Regresas a la misma banca. Te sientas. Y esperas.
La paloma sigue peleando con la misma rodaja de salame. Tus pies igual de fríos. El parque igual de desierto. Entonces aparece el auto. Un nissan negro se detiene en la placita y caminas hacia el auto. Abres la puerta. Te sientas en el copiloto. Sacas los billetes. Todo sucede muy rápido.
Lo saludas con la mano.
Are you the man?
A tu lado un cuarentón negro te mira; lo hace como si no pudiera creer lo que está pasando en su auto. Escuchas unas risitas provenientes del asiento trasero: atrás hay dos niños, también afroamericanos, vestidos con parkas rojas y gorros azules de los yankees.
You are not … Miras hacia atrás. Escuchas a uno de los niños.
I’m so sorry, I thought you…
Da? –pregunta el niño– What’s going on da? Who’s this person?
El hombre sigue mirándote seriamente. Escondes los billetes en uno de los bolsillos de tus jeans.
I’m so sorry, dices. My friend told me to meet this…
Tragas saliva antes de terminar la frase.
…dealer.
You think I’m a dealer because I’m black? –te pregunta.

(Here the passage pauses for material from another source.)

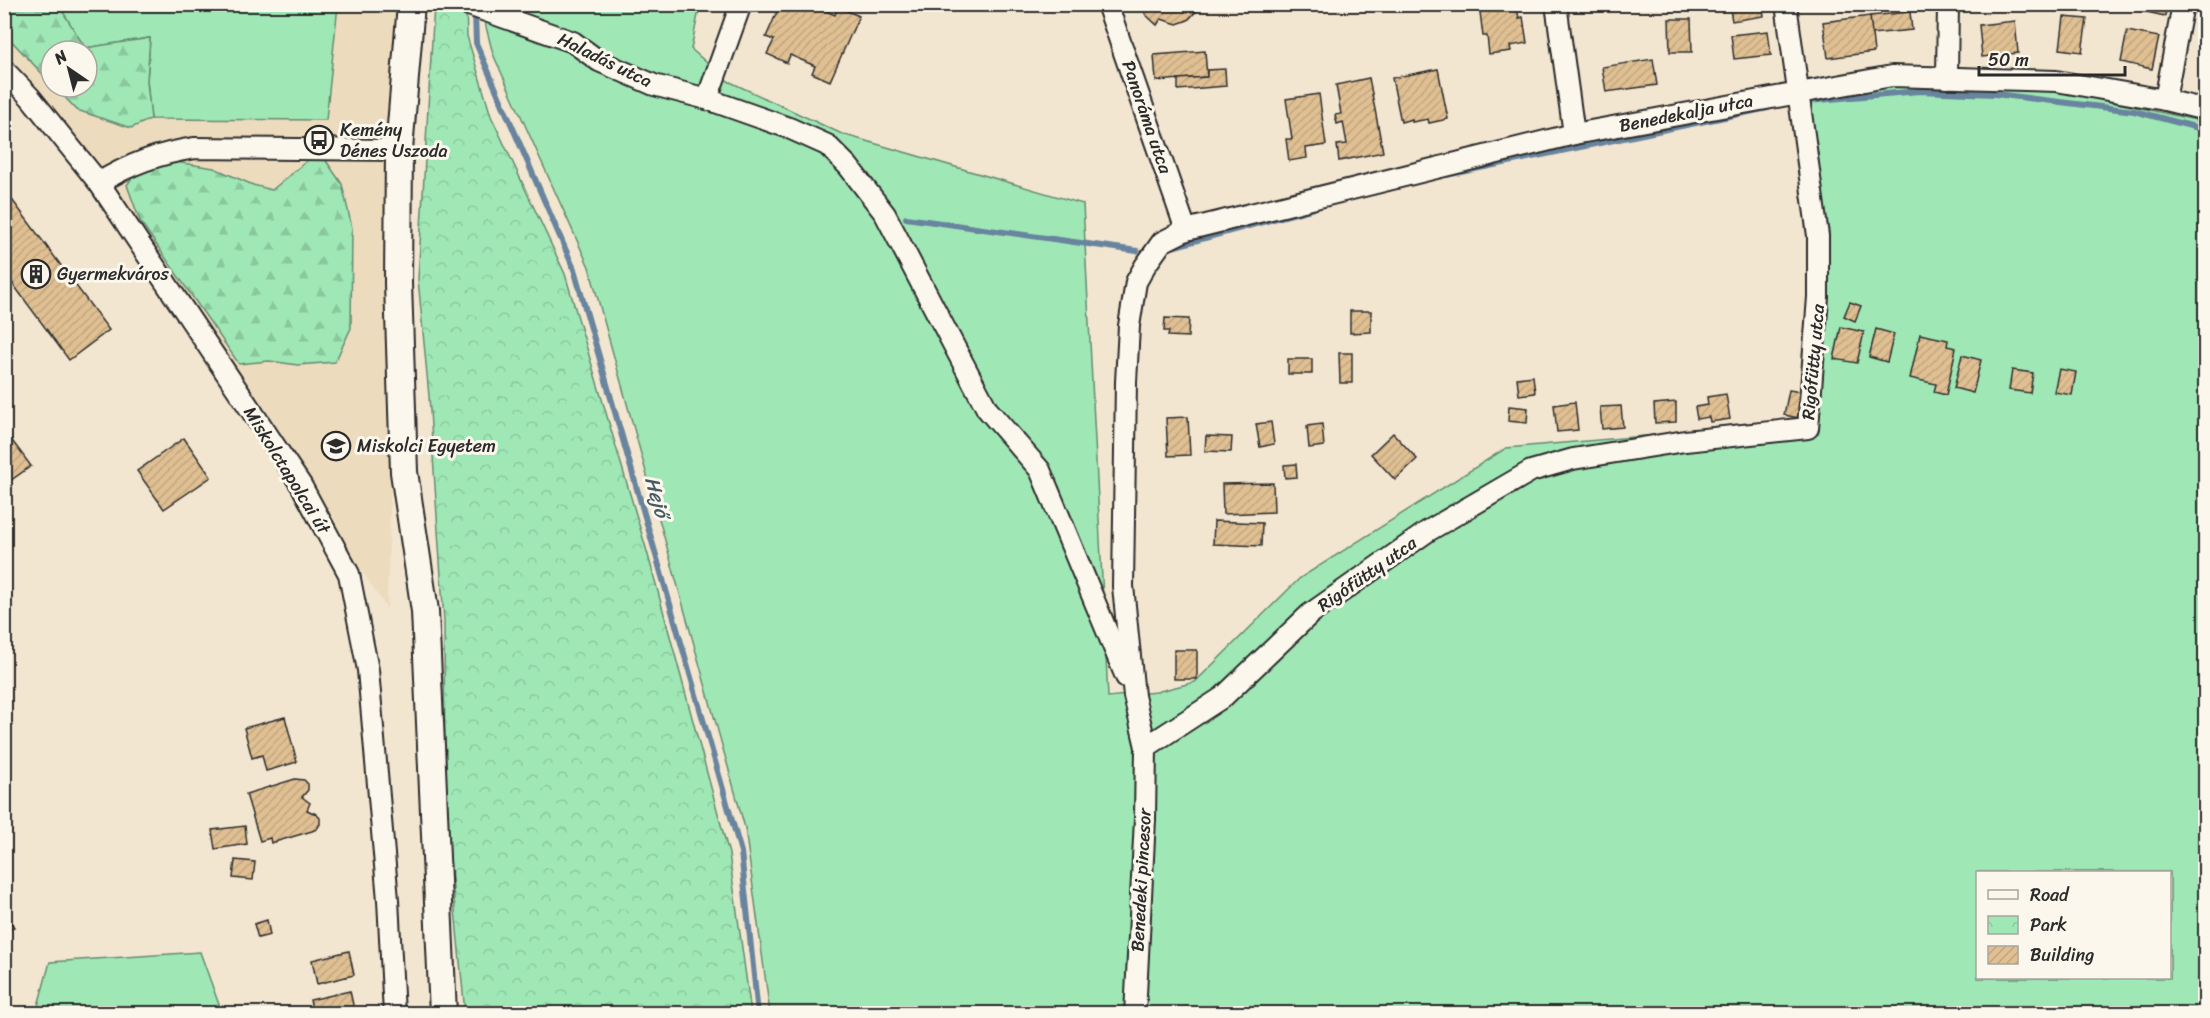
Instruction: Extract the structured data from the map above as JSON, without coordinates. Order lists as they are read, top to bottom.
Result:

Quieres bajarte del auto. Y correr.
El tipo te mira con los ojos enrojecidos.
What’s wrong with you, man?
De pronto, ese odio se convierte en una leve risa y esa leve risa crece hasta convertirse en una carcajada. Te dice que todo está bien, y los niños están muriendo de la risa atrás. Uno dice: Otra vez, papá, otra vez, ¿podemos hacerlo también con el próximo? Y el hombre te pasa una bolsita chica, tipo ziploc, con marihuana, te da una palmada en la espalda, y te pide por favor que no te enojes. Le pasas los billetes en silencio. Se dan la mano. Te dice que le mandes saludos a Yoni. I love your friend Yoni, te dice. Y así se despide de ti mientras te bajas y ahí, en la intemperie, te sientes no solo con caña, resacoso hasta alucinar, sino estúpidamente aliviado y con ganas de arrancar.
7
Y eso haces: corres de regreso y ahí está el tren, aunque al momento de llegar, al buscar tu tarjeta de metro, te das cuenta de que no la tienes. Se te cayó en el parque o en el auto, al sacar los billetes de tus bolsillos. Se anuncia que el tren parte en pocos segundos. Corres, saltas el torniquete, pasas sin pagar. Alcanzas justo, las puertas se cierran pocos segundos luego de haber entrado. Te sientes aliviado. Vas en el metro. Sacas la libreta. Comienzas a escribir esto. Regresaras a Harlem; pronto dormirás en Harlem.